On Wednesday, Logitech launched its latest home automation system, the Harmony Living Home, which adds a whole bunch of new smart home devices and systems through a single gateway and remote control device. Among those partners is Zuli, a startup that’s developed its own Bluetooth low energy mesh to make smartphones into control platforms for “smart plug” adapters used to manage energy use in the home.

Zuli has several hundred Kickstarter backers and other beta testers using its technology in their homes today, and plans to move to full commercial sales early next year. But Logitech, which joined other investors in a $1.7 million seed investment in Zuli earlier this summer, sees a lot more use for Zuli’s underlying technology than just turning down desk lamps and other plugged-in appliances,

The bigger opportunity lies in using Zuli’s specialty-designed wireless mesh and data analytics to turn people’s smartphones into super-accurate sensors for room-to-room home automation controls, Taylor Umphreys, the startup’s CEO, said in an interview this week.

“We’ve broken out our presence technology into a web-enabled API that we can now integrate with external smart-home devices that leverage Wi-Fi, and use that to connect into the Logitech ecosystem, which is connected to tens and hundreds of thousands of devices in the home,” said Umphreys. “We can leverage that presence technology to do a bunch of cool things.”

Using Logitech’s Bluetooth LE-enabled hub, and the combination of the Zuli and Harmony control platforms, “you can set up triggers to automatically do what you want to do when you enter or leave a room,” he said. Imagine having lights switch on and off as you move from room to room, or your home entertainment system follow you through the house with music -- all without taking your cell phone from your pocket.

It’s a simple concept that ends up being quite complicated in execution, requiring the fast and accurate location of a person in relation to multiple sensors scattered throughout the home. A number of contenders are working on using Bluetooth low energy, combined with Apple’s iBeacon indoor positioning system, to deliver this kind of presence, Umphreys noted.

But iBeacons are “really limited in their accuracy,” he said, with simple distance-from-sensor settings that make it hard to tell whether someone is in the room, or just in the hallway outside the room, for example. Zuli has come up with its own wireless mesh version of Bluetooth LE, which allows multiple devices to communicate with each other, as well as providing directional data, in order to improve that accuracy, he said.

Zuli has also put a lot of effort into reducing the amount of time it takes its algorithms to collect and process the locational data they need to tell the home automation system what to do, he added. That’s really important for things like automating lighting, where people expect the lights to come on the instant they want them to, not several seconds later. 
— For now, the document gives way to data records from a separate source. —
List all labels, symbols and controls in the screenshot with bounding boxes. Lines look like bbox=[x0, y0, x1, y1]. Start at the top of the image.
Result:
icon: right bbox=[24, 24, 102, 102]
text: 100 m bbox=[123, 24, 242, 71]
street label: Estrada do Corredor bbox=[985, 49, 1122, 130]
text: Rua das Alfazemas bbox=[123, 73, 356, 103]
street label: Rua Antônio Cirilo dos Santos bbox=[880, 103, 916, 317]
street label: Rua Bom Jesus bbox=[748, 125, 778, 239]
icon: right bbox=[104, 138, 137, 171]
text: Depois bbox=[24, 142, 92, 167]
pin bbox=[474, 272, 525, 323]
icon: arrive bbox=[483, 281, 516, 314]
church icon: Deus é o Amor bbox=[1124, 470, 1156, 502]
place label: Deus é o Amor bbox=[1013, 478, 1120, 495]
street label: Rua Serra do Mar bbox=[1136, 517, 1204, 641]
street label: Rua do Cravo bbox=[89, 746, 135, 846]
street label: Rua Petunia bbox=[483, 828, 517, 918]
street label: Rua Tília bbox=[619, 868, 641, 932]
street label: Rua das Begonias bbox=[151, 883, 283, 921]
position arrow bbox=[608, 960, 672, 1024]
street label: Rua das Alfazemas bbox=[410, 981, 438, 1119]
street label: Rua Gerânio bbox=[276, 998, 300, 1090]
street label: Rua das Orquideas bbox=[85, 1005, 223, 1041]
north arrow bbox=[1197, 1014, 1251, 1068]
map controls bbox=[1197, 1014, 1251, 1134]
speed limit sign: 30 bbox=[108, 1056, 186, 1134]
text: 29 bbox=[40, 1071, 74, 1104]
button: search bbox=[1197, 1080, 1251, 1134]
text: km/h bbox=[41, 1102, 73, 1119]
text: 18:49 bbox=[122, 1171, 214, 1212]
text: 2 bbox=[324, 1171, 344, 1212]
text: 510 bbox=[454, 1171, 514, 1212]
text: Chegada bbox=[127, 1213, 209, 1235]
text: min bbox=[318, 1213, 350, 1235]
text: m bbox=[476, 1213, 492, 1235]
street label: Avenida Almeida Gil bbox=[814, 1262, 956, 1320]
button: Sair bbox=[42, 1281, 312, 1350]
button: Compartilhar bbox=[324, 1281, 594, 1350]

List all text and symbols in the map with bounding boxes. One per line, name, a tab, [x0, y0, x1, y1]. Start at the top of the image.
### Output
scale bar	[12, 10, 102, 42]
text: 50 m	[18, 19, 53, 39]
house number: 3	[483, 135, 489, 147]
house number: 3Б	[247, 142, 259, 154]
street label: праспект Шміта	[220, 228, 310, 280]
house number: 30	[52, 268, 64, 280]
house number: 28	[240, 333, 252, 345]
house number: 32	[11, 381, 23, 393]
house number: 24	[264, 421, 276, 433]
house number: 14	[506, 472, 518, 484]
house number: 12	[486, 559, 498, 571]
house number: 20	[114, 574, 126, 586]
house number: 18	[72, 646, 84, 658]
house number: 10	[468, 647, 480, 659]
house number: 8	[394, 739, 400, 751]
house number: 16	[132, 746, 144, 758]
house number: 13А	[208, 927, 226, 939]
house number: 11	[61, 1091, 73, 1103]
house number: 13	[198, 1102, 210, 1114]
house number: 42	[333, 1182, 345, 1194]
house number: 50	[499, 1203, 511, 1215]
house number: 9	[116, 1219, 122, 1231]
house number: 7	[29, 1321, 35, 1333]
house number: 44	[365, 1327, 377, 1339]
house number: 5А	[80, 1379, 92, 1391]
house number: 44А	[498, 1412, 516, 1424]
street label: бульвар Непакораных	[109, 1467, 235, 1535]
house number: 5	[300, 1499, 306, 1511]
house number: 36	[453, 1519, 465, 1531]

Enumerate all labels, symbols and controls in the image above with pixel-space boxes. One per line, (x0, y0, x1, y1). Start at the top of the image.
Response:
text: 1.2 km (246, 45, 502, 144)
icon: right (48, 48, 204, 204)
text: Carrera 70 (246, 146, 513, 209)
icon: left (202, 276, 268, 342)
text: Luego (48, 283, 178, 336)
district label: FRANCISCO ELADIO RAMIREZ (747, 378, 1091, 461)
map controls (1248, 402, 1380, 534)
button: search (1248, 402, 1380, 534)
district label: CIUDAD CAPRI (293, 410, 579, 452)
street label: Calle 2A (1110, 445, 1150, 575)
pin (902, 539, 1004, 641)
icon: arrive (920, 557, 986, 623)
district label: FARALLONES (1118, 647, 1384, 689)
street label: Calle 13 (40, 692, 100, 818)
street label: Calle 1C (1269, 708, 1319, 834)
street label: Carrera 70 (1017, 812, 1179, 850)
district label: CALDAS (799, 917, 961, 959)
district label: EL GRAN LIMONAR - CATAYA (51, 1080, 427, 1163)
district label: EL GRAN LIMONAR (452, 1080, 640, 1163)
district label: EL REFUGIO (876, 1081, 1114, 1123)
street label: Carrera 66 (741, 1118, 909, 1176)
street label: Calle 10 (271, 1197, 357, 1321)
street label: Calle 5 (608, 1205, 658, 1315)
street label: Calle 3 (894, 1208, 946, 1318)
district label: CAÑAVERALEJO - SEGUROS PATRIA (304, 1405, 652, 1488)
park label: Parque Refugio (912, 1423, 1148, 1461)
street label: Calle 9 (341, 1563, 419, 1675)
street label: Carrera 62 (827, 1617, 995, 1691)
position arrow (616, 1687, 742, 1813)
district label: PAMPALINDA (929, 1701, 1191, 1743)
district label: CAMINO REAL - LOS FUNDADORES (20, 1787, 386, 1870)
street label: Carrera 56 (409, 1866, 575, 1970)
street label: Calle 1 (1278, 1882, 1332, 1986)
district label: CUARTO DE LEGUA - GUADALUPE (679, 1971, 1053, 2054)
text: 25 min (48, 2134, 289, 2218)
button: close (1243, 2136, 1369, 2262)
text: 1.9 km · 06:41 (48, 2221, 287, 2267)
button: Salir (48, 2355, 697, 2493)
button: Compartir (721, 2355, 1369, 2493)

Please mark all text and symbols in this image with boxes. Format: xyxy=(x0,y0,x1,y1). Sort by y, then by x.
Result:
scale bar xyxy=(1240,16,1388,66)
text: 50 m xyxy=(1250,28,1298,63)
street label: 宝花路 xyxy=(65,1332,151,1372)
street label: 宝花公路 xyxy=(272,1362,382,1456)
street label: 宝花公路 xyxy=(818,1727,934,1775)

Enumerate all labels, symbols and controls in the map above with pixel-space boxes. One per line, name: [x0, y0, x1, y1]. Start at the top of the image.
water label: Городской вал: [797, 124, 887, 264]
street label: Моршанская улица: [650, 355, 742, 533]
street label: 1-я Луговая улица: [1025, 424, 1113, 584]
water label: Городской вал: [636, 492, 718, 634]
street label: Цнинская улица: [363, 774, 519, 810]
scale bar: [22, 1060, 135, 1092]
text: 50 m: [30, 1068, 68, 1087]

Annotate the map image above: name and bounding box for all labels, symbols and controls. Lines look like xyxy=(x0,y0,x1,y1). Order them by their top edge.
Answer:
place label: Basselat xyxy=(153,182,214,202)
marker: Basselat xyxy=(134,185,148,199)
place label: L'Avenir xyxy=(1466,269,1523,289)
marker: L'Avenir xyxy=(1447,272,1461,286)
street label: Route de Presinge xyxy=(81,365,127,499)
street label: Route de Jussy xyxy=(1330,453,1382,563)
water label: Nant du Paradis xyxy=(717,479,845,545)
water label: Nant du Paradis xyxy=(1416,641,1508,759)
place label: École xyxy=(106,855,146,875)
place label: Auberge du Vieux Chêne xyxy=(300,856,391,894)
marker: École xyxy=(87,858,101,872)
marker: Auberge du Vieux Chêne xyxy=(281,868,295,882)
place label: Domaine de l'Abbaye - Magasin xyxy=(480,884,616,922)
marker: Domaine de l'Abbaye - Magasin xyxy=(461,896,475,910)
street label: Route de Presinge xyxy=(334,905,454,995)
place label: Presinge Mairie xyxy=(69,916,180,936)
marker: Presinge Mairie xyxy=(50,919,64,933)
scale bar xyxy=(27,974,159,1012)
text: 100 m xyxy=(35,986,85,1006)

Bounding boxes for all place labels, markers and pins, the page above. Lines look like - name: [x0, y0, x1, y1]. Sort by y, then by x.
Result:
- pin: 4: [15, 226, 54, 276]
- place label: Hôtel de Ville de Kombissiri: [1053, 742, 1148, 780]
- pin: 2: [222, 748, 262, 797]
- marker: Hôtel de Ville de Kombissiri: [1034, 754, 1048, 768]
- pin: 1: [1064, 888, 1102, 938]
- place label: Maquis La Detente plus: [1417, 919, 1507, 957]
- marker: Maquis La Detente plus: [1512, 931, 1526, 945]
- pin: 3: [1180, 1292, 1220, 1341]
“When you expect something to happen, it’s amazing what a little time difference will do,” he said.

All of these capabilities rely on having at least one of Zuli’s Bluetooth LE smart plugs in each room in order to make the Logitech system aware of the presence of the triggering smartphone in question. But once that sensor is there, it can inform a whole range of controls linked up through the Logitech system, which is now open to devices from August, Honeywell, Kwikset, Lutron, PEQ, Schlage, SmartThings, Sylvania and Yale, along with the Philips Hue Wi-Fi-connected light bulbs and Google’s Nest smart thermostats.

More sensors and devices can expand the functionality one expects out of them. Smart thermostat vendor ecobee launched a new multi-sensor package earlier this week, which provides temperature and occupancy data for multiple rooms, for example. Mixing and matching devices from different vendors does bring up questions of interoperability, of course -- Zuli is able to work with Logitech because its hub includes Bluetooth LE, Umphreys noted.

As with so many of the home automation advances we’ve been covering, energy conservation ends up being a fairly low priority compared to comfort, security and indulging the modern taste for entertainment at the touch of a button -- or the presence of a smartphone. But as homes become more automated, energy management can benefit from the services consumers are most willing to pay for.